(Supplied material)

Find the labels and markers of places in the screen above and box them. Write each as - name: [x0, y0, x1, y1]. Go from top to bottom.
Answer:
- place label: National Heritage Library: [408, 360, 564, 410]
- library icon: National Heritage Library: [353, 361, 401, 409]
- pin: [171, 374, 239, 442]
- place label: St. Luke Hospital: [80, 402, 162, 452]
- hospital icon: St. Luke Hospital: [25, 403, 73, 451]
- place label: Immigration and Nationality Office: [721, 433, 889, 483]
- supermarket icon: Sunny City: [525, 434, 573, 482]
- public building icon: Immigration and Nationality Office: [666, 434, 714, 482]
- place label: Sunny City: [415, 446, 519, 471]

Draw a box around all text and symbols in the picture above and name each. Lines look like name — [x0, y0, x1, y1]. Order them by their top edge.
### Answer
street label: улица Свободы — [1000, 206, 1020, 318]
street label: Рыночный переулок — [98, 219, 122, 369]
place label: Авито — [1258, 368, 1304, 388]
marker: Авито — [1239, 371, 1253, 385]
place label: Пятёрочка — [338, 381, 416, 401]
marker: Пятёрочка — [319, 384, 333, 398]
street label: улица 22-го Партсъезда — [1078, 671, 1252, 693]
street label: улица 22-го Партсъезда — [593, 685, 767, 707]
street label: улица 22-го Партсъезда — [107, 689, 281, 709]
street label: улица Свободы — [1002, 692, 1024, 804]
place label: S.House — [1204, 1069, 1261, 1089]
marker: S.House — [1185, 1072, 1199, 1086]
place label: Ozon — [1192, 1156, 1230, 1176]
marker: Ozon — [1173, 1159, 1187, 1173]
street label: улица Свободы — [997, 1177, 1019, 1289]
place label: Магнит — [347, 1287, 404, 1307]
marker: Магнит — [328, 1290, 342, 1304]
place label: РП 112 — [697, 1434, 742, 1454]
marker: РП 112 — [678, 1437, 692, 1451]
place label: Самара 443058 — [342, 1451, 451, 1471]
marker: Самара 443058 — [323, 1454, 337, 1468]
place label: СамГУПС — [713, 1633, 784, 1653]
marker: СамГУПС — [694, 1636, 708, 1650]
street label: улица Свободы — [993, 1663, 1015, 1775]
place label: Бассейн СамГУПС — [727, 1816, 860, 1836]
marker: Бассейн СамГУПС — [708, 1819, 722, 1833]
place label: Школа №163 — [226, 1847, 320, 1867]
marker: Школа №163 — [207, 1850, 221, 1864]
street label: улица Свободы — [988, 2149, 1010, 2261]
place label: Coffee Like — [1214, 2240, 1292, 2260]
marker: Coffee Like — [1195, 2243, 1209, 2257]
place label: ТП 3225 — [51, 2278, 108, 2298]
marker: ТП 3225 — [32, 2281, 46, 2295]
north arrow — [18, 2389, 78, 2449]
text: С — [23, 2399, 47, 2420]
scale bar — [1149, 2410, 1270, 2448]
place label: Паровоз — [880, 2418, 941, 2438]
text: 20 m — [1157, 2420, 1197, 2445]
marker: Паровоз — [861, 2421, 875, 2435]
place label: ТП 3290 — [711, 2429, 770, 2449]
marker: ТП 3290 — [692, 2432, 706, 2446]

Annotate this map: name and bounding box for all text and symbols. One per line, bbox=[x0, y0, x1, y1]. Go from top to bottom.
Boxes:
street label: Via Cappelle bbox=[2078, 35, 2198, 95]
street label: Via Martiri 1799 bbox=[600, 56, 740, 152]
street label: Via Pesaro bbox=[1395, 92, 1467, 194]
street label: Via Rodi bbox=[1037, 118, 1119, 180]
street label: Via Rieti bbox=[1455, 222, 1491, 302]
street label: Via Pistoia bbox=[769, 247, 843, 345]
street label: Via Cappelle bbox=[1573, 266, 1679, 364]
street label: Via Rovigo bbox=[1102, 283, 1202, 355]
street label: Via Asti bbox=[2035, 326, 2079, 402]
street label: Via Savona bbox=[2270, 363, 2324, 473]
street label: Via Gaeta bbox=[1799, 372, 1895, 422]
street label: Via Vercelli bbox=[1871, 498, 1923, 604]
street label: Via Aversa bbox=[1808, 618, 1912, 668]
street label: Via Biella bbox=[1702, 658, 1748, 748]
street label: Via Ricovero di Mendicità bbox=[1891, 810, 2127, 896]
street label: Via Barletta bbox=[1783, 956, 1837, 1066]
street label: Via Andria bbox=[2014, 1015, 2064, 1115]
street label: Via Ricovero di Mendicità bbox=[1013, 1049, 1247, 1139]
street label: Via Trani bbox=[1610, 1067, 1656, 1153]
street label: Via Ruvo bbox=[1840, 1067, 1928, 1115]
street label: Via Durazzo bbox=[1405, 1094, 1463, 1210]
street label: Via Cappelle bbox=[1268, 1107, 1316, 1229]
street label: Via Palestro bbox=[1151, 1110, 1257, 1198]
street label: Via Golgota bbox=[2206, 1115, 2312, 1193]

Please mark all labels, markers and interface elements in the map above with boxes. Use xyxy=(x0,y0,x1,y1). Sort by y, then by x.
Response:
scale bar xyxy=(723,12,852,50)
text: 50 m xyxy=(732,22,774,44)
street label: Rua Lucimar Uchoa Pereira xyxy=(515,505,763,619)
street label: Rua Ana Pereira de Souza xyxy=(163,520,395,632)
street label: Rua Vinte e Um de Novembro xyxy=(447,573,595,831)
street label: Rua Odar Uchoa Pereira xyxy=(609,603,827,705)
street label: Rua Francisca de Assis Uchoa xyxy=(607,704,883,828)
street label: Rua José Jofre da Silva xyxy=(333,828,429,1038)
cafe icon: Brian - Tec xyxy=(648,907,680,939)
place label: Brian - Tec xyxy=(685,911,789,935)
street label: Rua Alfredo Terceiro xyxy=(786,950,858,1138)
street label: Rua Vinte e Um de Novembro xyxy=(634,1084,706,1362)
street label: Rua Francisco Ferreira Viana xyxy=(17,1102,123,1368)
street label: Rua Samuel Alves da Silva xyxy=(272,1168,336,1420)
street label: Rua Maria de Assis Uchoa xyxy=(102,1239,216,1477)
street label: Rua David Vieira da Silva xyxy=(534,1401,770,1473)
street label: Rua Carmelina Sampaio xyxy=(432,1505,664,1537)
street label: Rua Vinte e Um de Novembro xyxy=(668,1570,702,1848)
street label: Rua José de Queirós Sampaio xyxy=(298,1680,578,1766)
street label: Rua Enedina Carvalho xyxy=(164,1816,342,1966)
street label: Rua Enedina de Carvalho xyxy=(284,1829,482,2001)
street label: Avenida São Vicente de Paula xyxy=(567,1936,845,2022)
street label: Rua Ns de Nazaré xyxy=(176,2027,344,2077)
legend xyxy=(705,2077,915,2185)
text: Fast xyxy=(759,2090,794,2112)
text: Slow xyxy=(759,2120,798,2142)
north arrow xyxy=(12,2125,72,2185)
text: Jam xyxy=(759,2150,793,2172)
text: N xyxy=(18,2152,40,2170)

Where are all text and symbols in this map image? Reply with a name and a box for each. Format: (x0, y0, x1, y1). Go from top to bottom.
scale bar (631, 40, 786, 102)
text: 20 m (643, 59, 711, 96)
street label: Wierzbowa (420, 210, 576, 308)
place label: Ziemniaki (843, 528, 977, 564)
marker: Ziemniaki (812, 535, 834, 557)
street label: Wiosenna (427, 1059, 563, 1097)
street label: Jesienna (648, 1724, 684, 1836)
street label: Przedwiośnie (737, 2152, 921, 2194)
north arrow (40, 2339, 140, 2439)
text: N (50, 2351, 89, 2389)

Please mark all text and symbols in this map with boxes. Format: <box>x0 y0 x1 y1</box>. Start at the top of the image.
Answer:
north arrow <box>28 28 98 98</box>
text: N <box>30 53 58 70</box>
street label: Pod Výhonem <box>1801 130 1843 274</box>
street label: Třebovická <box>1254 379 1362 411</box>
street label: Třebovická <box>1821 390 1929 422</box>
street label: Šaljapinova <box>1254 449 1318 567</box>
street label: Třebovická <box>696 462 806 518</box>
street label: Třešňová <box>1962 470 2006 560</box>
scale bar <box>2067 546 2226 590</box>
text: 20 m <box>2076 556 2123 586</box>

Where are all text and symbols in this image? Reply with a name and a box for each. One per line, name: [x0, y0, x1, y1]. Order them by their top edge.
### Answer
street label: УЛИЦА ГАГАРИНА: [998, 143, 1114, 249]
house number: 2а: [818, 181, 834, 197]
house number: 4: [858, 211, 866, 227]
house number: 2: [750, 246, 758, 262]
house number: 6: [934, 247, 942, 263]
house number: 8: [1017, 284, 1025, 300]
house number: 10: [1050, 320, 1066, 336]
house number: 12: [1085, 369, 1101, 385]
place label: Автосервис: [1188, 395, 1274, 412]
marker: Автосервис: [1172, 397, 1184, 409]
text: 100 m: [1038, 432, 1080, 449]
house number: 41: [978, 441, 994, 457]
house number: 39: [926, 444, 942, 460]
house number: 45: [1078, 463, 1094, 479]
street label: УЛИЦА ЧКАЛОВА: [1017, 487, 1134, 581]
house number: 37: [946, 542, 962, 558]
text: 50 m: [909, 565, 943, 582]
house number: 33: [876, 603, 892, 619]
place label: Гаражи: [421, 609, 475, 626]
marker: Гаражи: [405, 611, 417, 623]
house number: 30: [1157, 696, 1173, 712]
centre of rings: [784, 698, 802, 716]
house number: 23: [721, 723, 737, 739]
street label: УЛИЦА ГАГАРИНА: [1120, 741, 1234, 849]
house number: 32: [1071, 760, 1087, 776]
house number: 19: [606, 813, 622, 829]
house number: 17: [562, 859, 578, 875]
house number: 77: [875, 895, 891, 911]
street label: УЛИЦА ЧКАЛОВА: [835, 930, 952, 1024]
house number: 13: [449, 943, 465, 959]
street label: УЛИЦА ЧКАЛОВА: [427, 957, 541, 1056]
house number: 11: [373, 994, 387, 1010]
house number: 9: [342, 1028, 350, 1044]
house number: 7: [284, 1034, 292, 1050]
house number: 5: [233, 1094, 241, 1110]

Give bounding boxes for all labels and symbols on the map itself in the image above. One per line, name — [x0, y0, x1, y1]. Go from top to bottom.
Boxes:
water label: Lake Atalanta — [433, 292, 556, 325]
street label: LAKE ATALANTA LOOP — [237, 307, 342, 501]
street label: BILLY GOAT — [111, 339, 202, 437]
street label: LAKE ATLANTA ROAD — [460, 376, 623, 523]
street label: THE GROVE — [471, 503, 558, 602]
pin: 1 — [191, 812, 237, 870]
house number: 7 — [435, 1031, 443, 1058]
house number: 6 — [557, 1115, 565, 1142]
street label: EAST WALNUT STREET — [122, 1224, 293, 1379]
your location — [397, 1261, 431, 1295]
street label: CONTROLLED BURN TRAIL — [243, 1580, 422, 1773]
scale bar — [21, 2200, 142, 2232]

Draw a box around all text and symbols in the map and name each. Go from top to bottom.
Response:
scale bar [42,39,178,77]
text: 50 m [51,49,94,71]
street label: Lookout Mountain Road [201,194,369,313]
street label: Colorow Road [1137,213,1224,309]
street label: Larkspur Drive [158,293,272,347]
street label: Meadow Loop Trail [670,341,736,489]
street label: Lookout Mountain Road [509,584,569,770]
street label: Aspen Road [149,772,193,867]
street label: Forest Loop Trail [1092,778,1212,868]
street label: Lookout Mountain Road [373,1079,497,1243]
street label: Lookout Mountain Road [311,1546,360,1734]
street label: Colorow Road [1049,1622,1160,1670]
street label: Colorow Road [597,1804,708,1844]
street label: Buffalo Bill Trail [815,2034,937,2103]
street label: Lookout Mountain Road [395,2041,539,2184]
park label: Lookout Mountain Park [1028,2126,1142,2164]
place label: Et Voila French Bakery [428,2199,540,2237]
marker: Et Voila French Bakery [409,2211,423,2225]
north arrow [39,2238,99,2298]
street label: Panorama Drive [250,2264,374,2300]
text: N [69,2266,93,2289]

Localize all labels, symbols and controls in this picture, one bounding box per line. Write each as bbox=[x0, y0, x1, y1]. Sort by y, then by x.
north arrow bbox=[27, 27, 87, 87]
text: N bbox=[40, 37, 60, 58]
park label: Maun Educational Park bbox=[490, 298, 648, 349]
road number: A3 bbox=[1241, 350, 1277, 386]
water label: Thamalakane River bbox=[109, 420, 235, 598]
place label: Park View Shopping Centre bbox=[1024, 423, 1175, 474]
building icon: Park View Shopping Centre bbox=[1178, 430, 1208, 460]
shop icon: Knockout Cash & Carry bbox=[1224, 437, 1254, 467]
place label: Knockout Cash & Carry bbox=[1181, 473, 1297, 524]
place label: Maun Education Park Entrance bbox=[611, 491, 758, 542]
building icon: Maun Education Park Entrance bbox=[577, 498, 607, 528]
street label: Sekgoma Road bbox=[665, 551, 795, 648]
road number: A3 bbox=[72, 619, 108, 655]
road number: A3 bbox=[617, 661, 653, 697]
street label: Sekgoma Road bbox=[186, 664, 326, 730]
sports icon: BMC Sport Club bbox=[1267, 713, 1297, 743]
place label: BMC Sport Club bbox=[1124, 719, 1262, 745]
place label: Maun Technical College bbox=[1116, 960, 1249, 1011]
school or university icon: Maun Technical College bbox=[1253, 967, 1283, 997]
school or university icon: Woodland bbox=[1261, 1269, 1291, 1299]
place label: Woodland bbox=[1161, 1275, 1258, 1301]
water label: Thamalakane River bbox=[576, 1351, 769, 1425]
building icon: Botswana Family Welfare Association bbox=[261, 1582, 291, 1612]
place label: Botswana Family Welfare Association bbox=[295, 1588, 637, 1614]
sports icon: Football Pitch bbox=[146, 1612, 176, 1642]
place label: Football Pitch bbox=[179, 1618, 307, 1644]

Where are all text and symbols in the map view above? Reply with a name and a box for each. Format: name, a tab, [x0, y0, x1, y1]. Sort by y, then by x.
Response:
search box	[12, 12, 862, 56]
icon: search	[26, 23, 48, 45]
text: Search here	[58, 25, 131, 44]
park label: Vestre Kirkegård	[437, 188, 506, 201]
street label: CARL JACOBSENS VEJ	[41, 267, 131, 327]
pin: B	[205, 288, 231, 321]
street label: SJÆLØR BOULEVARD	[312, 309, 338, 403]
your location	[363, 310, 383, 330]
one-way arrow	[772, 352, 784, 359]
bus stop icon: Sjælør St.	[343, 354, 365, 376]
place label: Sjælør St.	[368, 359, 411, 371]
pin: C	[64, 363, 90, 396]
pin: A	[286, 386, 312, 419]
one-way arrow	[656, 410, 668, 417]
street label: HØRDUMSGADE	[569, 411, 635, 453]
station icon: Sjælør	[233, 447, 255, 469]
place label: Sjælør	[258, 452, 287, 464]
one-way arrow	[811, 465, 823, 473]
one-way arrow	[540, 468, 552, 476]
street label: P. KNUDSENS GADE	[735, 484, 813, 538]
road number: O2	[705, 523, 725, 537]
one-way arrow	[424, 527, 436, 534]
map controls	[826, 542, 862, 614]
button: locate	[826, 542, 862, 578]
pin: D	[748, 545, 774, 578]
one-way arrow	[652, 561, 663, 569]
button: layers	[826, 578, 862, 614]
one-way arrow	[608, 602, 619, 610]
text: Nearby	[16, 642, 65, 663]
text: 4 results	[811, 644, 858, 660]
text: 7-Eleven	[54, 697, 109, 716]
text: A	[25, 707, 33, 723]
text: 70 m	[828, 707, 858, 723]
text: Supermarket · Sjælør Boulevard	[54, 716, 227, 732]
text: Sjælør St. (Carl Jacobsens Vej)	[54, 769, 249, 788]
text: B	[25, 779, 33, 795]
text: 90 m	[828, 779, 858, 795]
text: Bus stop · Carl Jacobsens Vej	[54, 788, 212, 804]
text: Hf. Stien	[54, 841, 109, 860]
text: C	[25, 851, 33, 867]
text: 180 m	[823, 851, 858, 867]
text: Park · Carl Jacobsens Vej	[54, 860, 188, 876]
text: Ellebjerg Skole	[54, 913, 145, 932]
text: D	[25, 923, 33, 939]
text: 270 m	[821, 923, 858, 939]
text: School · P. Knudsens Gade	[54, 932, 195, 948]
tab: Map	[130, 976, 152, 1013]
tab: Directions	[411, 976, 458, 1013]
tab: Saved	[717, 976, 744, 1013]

(End Supplied material)

→ **What the task requires**: Filter the records for lines containing the word "with" and copy each one.

→ **Answer space**:
Please mark all labels, markers and interface elements in the map above with boxes. Use xyxy=(x0,y0,x1,y1). Sort by y, then by x.
Where are all text and symbols in this map image? Reply with a name and a box for each. Format: (x0, y0, x1, y1). Go from top to bottom.
Please mark all text and symbols in this map with boxes. Format: <box>x0 y0 x1 y1</box>. Start at the top of the image.
Where are all text and symbols in this image? Reply with a name and a box for each. One per line, name: [x0, y0, x1, y1]. Order them by their top edge.
Where are all text and symbols in the map view above? Reply with a name and a box for each. Format: name, a tab, [x0, y0, x1, y1]. Sort by y, then by x.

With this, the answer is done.